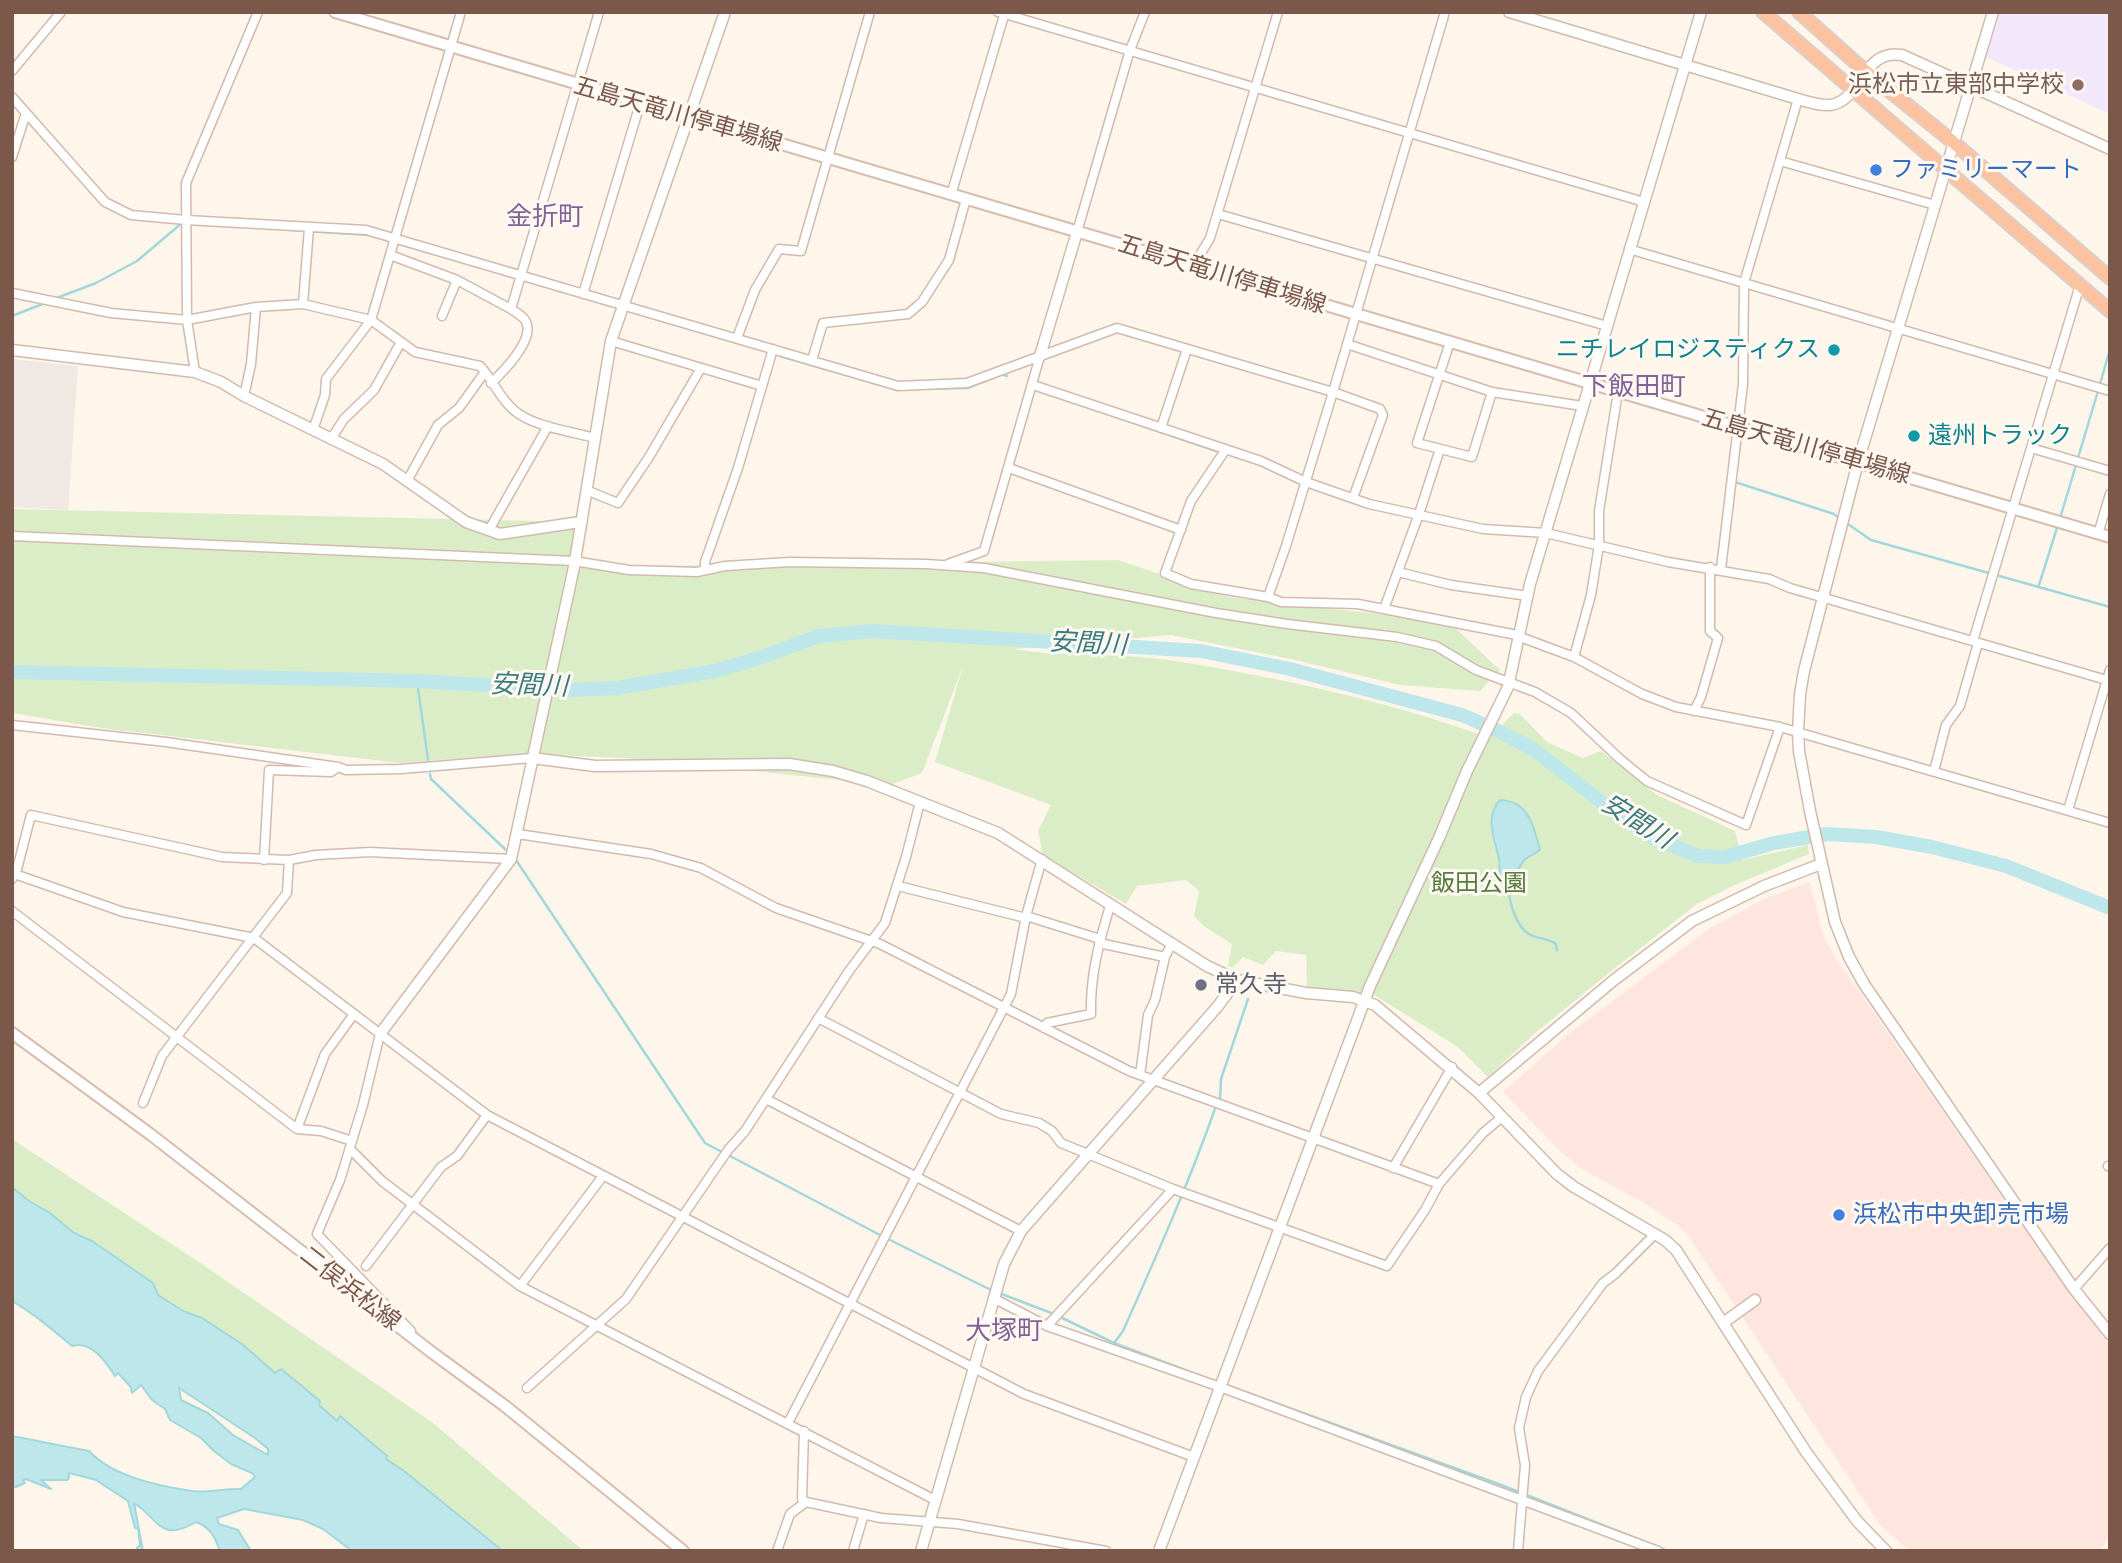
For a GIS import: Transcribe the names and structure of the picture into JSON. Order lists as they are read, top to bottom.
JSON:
------------------------------------------------
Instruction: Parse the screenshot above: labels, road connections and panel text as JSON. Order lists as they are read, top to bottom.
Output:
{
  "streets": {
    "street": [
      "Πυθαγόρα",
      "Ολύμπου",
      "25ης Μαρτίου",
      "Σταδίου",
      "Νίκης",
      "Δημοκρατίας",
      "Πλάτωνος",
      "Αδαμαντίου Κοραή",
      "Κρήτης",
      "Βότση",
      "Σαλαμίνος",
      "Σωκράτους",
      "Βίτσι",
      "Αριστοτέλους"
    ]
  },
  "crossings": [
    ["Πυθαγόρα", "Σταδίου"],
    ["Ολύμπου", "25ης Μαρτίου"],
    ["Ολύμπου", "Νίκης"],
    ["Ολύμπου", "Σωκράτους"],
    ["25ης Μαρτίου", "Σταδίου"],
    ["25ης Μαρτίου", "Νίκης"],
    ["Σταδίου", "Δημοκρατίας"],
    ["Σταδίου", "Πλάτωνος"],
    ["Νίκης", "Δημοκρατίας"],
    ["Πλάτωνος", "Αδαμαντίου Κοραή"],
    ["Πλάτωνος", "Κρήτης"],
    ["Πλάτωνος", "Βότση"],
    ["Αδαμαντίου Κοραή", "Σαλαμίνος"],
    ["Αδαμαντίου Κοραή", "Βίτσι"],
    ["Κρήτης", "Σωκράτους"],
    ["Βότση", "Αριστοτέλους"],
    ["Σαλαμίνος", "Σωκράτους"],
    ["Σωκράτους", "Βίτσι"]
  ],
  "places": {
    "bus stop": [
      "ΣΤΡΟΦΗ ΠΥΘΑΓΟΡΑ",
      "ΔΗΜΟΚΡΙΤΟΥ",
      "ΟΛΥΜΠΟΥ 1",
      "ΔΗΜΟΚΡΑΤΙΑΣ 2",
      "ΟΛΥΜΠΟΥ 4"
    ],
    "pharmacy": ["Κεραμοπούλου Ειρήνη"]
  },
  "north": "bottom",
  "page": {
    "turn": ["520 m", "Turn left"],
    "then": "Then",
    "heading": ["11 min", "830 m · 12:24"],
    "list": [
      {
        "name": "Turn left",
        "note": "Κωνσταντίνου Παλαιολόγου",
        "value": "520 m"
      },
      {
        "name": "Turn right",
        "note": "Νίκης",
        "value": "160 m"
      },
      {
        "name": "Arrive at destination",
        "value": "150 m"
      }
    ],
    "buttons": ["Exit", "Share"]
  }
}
------------------------------------------------
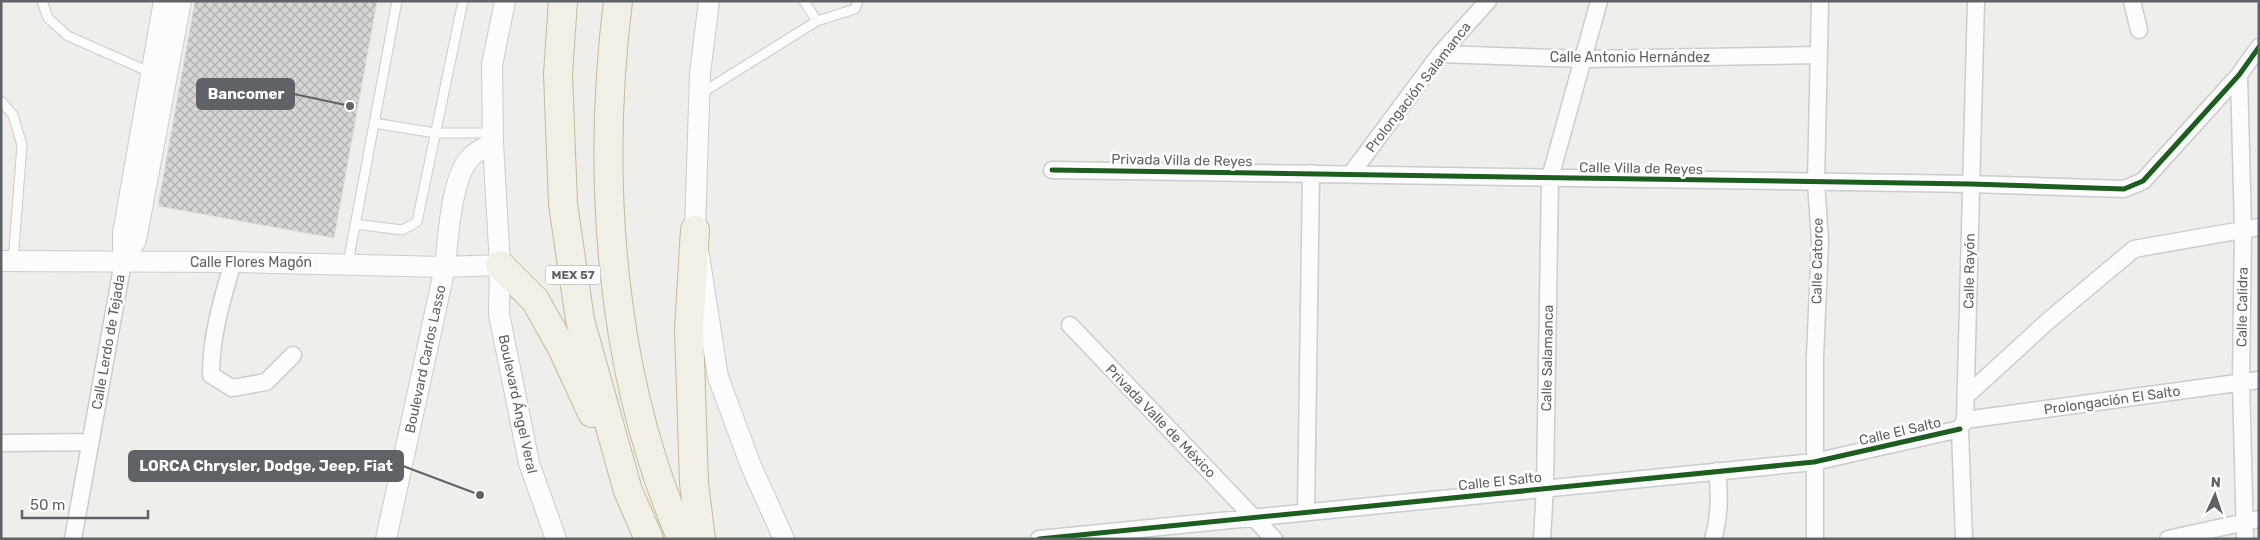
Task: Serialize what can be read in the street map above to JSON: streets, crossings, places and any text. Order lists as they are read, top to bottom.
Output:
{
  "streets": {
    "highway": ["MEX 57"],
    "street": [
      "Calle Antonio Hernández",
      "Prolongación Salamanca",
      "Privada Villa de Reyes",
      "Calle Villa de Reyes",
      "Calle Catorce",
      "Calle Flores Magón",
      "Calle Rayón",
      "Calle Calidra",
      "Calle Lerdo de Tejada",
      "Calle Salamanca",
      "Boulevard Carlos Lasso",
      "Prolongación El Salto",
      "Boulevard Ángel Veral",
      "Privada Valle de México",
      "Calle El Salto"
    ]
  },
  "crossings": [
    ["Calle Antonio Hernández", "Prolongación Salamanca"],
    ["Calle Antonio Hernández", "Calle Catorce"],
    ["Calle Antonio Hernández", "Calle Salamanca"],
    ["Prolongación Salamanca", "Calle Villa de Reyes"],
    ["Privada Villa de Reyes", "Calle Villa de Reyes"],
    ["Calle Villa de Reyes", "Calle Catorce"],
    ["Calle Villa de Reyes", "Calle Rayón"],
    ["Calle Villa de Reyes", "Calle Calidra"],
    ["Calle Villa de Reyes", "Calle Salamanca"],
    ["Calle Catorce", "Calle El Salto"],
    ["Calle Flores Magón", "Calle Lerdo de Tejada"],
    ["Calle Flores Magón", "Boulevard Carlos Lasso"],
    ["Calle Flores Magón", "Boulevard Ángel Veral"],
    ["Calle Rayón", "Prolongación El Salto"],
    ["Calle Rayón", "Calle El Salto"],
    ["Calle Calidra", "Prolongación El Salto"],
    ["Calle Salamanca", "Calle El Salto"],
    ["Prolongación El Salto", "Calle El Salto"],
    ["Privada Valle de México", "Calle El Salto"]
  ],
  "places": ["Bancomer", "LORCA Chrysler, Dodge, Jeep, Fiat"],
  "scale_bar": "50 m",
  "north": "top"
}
------------------------------------------------
▶ **What you will do**: Within the material, count the lines where the word "JSON" appears. The reply is that number and nothing more.

▶ **Expected answer**: 4